I’m curious how folks are dealing with slow queries, more specifically slow queries that eagerly load a ton of results for further processing. I’ve done as much as I can to speed up queries (liberally adding indexes, isolating huge swaths of data in separate partitions to help the peer load less segments), and now I’m starting to hit limits due to the size of data…

kennethkalmer09:08:02

My next experiment is to try and simplify the queries to only give me a starting point, and then try various combinations of core.async and transducers to walk the graph and see if that speeds things up

kennethkalmer09:08:23

Just curious if anyone else has gone down this path and has any advice to offer

val_waeselynck09:08:11

I've had the same problem, my approach has been to offload the work to ElasticSearch. I think Datomic is just not well suited for low-latency analytical queries that span a lot of data; fortunately, thanks to the txReportQueue and the Log API, it's very well suited to be a source for derived data systems.

val_waeselynck09:08:59

Also note that the current Datalog engine is not completely immune to the N+1 problem; I've observed that running a Datalog query which only needs one index access is still 100x slower than using the raw index API - as if there was some startup time associated with the Datalog engine

val_waeselynck09:08:07

Of course I encourage you to profile and draw your own conclusions

kennethkalmer09:08:40

thanks, these very useful insights! I’m already working off derived data (source data is also in datomic but in different partitions), but there are just some conditions that datalog seems to fall flat under

kennethkalmer09:08:18

I’m also trying to keep the stack very flat and simple, it is not a huge app, just a lot of varied data (but not “big data” either)

robert-stuttaford09:08:05

you should use Datalog when you need to model joins. if you know you’ll only be using one index, you can almost certainly do it faster with d/datoms, because Datalog will always produce two result sets one for the clause, and one for the find expressions. reductions over d/datoms produce only one.

kennethkalmer10:08:35

Thanks Rob, I’ll have a look. I’m really sure I can do it with one index, if not, it won’t be a big jump to restructure the derivatives to make this possible

kennethkalmer10:08:11

ZOMG Rob!

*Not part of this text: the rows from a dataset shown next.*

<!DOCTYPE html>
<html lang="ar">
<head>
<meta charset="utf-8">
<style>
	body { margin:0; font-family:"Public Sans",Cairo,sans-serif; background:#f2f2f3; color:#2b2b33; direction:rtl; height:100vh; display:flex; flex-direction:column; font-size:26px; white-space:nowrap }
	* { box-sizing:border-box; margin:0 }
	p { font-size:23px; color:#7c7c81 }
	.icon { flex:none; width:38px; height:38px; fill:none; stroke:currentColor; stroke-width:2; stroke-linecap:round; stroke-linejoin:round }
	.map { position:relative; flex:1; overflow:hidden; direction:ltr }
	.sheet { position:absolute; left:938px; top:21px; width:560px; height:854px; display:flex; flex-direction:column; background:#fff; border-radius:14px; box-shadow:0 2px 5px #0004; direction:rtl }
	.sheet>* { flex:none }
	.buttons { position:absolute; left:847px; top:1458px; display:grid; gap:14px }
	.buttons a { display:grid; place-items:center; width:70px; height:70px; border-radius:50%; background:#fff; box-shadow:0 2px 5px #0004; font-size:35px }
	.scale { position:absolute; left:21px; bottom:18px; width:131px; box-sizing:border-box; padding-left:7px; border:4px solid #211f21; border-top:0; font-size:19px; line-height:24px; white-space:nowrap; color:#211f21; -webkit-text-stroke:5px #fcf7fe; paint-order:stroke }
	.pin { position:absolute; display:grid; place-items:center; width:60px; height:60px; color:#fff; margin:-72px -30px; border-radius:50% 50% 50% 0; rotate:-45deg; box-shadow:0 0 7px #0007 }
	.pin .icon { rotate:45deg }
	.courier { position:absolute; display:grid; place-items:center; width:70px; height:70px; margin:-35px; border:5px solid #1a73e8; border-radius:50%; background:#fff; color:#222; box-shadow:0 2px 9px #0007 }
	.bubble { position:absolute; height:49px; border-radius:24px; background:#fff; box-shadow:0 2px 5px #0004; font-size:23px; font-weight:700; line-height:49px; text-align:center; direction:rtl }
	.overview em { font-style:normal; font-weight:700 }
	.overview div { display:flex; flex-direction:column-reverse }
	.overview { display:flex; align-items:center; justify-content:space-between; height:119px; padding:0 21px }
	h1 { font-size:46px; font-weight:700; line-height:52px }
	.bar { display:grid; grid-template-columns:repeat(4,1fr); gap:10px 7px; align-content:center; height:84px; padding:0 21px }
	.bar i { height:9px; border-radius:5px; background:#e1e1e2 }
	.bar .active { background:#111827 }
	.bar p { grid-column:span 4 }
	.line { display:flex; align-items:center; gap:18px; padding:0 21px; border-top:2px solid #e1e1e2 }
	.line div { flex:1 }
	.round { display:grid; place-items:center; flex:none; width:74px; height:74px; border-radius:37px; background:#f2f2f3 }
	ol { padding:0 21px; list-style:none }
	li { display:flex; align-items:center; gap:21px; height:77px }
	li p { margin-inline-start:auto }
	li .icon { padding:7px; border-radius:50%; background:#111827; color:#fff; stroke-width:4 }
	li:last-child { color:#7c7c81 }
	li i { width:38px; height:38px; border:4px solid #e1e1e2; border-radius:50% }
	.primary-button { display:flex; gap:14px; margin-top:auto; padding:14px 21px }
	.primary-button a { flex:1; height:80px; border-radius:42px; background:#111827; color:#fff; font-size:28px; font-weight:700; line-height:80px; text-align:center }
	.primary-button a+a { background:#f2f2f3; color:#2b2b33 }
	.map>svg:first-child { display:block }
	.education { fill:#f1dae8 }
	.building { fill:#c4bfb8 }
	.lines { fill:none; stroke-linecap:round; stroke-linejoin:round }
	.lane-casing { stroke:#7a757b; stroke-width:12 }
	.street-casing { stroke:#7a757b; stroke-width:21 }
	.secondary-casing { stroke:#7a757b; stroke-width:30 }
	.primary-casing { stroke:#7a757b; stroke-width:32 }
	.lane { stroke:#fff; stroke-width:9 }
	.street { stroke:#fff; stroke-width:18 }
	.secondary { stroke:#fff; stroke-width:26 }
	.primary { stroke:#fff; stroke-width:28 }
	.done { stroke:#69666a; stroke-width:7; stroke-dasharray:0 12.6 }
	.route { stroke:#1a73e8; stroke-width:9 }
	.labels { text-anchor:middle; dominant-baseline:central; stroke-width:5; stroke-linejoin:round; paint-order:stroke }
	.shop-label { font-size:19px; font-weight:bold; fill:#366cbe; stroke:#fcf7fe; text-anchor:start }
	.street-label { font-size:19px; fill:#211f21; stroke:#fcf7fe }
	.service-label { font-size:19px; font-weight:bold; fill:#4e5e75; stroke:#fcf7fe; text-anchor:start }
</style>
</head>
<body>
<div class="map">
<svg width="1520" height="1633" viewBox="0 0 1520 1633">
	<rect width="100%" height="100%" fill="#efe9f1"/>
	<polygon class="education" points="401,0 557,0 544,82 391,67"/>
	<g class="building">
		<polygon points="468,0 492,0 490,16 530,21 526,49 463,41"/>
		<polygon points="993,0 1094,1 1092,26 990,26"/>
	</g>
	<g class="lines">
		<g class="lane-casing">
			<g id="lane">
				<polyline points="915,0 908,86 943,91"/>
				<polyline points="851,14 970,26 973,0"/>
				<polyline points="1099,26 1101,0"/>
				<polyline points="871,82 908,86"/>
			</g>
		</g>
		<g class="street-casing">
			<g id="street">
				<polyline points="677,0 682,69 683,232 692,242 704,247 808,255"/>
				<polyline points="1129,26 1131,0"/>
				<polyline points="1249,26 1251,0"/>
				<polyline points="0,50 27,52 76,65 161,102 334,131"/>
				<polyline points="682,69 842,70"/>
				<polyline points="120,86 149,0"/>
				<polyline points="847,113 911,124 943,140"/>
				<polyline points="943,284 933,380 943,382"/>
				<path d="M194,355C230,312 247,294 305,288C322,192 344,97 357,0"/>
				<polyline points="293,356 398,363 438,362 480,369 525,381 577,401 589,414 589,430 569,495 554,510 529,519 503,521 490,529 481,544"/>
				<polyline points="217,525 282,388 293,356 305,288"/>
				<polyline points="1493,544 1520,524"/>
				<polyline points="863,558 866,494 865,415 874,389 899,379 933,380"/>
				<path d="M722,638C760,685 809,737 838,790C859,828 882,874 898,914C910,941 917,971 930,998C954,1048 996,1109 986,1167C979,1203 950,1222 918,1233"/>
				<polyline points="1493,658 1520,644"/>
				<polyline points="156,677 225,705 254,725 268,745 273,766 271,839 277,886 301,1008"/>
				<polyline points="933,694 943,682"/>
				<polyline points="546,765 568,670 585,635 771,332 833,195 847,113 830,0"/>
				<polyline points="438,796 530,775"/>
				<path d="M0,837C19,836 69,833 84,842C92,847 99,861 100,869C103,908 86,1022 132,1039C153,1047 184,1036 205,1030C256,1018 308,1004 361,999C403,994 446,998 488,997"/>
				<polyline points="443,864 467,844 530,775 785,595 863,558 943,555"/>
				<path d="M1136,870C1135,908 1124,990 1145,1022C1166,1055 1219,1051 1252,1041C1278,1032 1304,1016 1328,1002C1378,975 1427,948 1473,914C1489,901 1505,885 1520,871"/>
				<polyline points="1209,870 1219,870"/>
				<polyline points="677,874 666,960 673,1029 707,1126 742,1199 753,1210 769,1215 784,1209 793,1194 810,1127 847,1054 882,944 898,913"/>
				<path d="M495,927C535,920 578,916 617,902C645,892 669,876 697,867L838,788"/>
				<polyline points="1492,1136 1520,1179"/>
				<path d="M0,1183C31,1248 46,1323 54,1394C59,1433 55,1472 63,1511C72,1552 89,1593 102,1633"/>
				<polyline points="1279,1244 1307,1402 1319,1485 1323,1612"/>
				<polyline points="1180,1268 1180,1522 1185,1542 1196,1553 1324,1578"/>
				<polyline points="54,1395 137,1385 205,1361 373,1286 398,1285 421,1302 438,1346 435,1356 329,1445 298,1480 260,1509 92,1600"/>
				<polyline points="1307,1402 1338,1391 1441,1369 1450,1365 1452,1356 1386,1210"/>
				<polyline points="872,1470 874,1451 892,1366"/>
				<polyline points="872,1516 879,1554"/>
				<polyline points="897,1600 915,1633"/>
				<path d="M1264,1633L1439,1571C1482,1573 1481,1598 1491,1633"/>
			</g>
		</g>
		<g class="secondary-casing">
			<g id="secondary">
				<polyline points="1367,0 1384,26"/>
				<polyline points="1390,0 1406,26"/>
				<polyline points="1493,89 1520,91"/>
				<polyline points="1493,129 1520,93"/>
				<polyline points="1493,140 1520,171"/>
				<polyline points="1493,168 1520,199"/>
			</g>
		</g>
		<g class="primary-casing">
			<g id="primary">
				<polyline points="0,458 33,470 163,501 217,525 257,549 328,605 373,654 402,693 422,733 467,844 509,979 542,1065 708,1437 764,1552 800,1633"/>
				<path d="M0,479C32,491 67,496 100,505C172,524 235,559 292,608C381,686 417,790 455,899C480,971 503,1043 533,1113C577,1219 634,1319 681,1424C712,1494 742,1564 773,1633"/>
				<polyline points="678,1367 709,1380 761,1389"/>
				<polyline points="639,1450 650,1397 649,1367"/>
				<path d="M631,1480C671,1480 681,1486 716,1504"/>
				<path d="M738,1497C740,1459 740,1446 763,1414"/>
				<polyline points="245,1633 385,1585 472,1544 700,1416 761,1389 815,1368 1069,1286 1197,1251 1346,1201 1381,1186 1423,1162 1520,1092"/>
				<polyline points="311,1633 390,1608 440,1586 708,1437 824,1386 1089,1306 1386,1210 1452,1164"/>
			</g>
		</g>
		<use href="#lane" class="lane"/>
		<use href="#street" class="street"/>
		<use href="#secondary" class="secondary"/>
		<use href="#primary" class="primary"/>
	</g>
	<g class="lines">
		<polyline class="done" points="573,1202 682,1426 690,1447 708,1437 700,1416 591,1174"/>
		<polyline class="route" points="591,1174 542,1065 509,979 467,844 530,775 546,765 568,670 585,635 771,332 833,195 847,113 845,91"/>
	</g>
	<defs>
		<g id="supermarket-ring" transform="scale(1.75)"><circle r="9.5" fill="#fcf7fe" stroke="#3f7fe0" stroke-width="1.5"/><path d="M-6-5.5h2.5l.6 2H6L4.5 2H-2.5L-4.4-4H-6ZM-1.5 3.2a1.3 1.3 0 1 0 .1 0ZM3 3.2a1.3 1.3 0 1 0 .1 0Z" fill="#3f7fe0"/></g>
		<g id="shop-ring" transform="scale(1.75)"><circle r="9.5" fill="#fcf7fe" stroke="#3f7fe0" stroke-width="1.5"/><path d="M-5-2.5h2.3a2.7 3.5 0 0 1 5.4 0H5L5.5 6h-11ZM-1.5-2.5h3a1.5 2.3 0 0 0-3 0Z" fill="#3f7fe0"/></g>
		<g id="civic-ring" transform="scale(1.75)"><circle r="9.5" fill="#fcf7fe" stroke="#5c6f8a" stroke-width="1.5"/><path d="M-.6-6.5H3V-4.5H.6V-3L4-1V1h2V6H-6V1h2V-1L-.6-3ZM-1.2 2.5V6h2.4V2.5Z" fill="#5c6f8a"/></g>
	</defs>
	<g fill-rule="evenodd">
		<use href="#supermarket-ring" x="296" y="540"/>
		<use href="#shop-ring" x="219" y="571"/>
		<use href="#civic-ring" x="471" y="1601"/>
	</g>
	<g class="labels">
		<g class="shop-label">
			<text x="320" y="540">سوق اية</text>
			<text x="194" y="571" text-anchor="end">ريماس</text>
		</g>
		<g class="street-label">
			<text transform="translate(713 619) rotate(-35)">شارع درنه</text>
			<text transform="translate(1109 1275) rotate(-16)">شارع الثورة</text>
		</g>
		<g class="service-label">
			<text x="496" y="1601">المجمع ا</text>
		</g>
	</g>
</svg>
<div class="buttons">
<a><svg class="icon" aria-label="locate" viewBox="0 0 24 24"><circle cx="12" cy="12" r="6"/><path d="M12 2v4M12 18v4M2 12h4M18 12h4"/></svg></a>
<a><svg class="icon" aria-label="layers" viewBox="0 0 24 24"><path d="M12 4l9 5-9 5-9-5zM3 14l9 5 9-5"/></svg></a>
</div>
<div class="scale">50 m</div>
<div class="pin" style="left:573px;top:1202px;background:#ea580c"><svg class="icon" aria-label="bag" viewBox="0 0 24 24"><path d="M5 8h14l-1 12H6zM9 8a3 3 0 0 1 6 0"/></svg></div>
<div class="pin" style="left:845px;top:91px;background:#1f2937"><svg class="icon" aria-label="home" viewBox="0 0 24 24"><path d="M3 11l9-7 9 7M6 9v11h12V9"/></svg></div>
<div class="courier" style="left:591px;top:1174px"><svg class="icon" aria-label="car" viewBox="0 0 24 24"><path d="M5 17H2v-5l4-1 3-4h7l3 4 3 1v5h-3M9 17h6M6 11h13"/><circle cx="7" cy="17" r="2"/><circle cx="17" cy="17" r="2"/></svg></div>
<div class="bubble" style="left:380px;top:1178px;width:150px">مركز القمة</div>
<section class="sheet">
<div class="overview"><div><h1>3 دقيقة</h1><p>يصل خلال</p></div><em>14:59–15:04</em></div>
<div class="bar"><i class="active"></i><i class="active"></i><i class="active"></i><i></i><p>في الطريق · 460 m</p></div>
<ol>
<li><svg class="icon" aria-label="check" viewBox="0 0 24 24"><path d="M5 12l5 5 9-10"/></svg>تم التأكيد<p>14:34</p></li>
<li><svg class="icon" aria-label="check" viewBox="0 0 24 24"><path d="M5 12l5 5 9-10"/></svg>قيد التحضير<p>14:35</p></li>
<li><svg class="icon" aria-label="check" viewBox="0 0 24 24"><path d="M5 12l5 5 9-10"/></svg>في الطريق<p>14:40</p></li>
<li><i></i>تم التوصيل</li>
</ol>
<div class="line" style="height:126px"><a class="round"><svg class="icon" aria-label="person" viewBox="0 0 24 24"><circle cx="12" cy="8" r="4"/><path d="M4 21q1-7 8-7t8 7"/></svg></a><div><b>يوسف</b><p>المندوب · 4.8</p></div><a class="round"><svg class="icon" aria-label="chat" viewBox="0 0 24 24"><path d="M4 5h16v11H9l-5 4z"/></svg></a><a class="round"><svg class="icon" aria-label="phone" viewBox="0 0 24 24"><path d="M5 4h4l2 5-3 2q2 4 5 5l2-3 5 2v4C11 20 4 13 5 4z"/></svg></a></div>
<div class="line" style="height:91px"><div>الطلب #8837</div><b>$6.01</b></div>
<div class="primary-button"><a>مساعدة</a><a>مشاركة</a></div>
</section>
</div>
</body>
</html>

You just opened my eyes to something amazing

ibarrick13:08:43

Is there a way to add :db/doc to a transaction using the client API?

favila13:08:21

{:db/id "datomic.tx" :db/doc "my doc"}

ibarrick13:08:15

Could you point me to a place I can go to understand that?

favila13:08:08

>the temporary id "datomic.tx" always identifies the current transaction

ibarrick13:08:25

Perfect, that's exactly what I needed. Thank you!

ibarrick20:08:03

I'm getting: The following forms do not name predicates or fns: (tx-ids) Am I not able to use the helper functions for the Log API from Client API?